Repeat each entry exactly. Drop every image.

Information -
=== Begin Enclosure ===

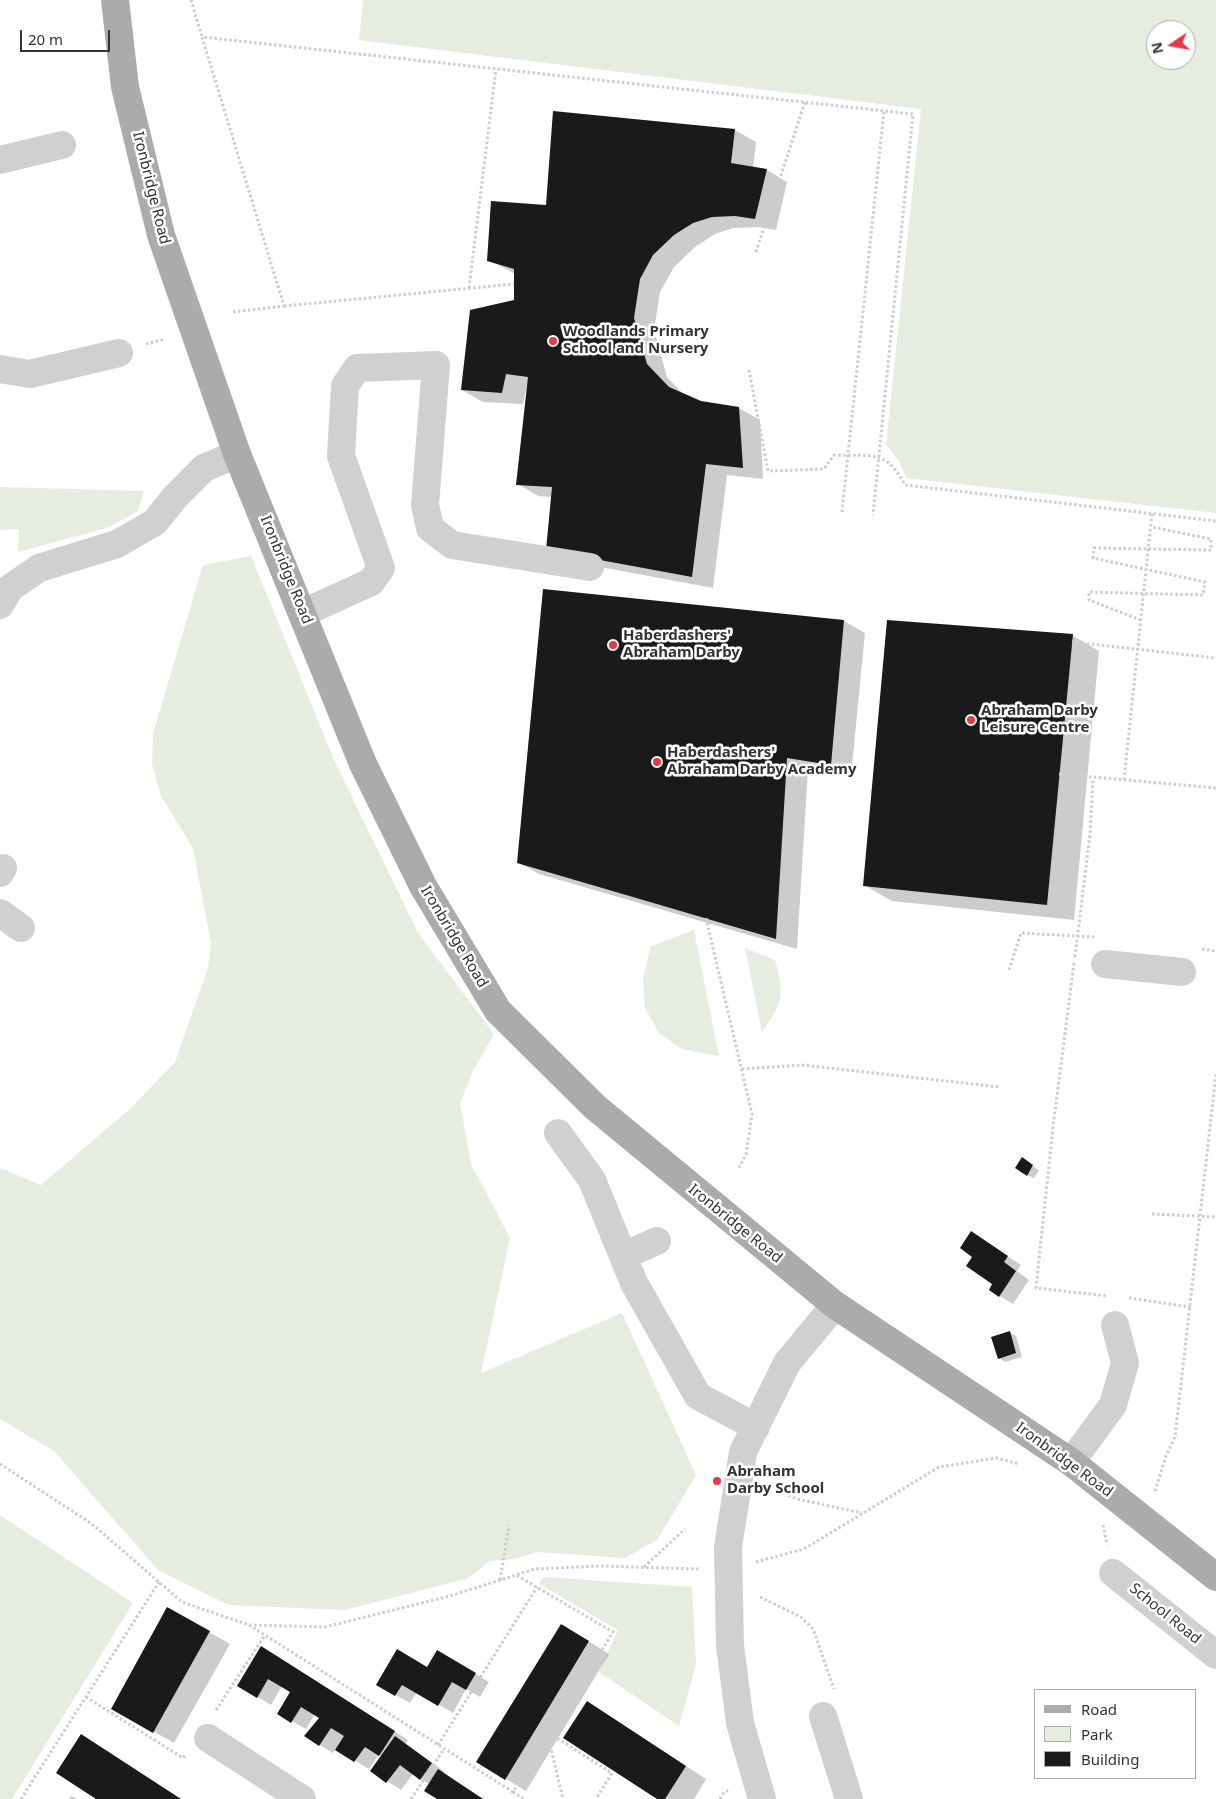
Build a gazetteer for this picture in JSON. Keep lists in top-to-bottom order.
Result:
{
  "streets": {
    "main road": ["Ironbridge Road"],
    "street": ["School Road"]
  },
  "places": [
    "Woodlands Primary School and Nursery",
    "Haberdashers' Abraham Darby",
    "Abraham Darby Leisure Centre",
    "Haberdashers' Abraham Darby Academy",
    "Abraham Darby School"
  ],
  "legend": ["Road", "Park", "Building"],
  "scale_bar": "20 m",
  "north": "left"
}
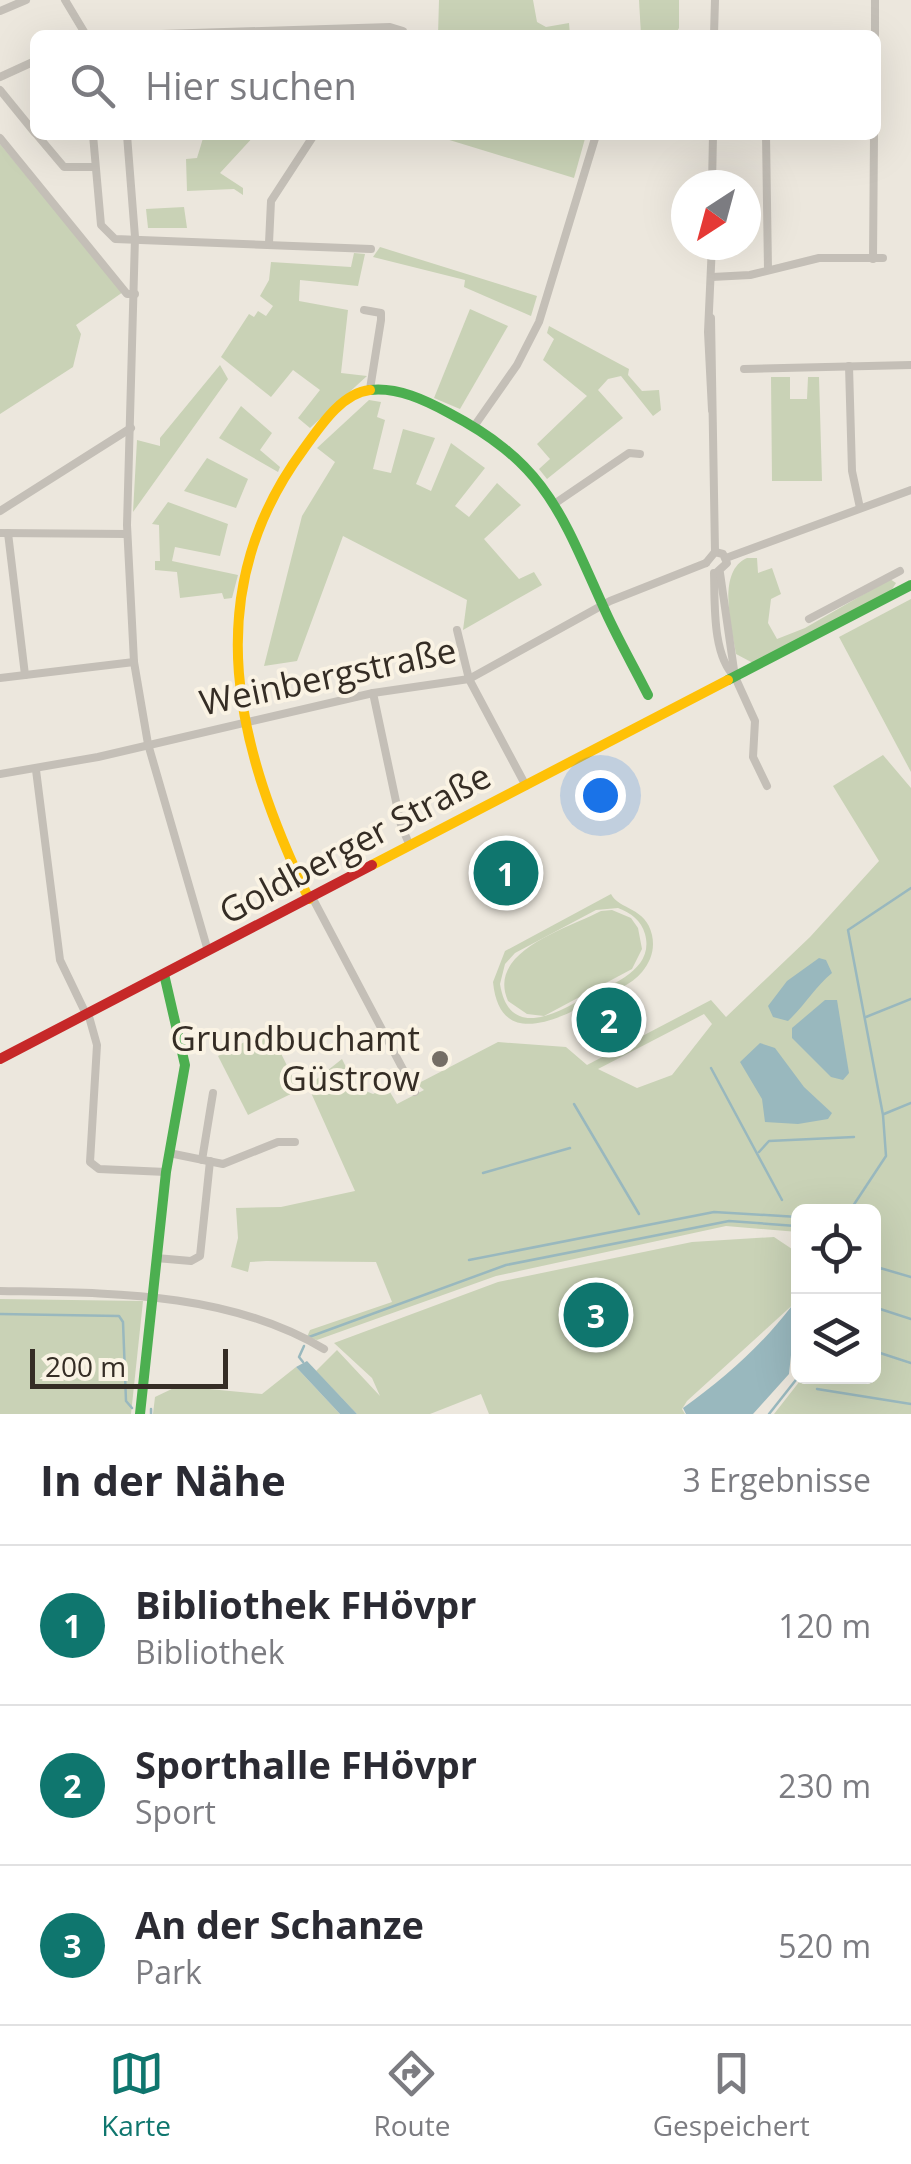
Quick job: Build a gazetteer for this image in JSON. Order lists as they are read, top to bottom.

=== End Enclosure ===

Answer to this exercise -
Build a gazetteer for this picture in JSON. Keep lists in top-to-bottom order.
Result:
{
  "streets": {
    "main road": ["Ironbridge Road"],
    "street": ["School Road"]
  },
  "places": [
    "Woodlands Primary School and Nursery",
    "Haberdashers' Abraham Darby",
    "Abraham Darby Leisure Centre",
    "Haberdashers' Abraham Darby Academy",
    "Abraham Darby School"
  ],
  "legend": ["Road", "Park", "Building"],
  "scale_bar": "20 m",
  "north": "left"
}
Quick job: Build a gazetteer for this image in JSON. Order lists as they are read, top to bottom.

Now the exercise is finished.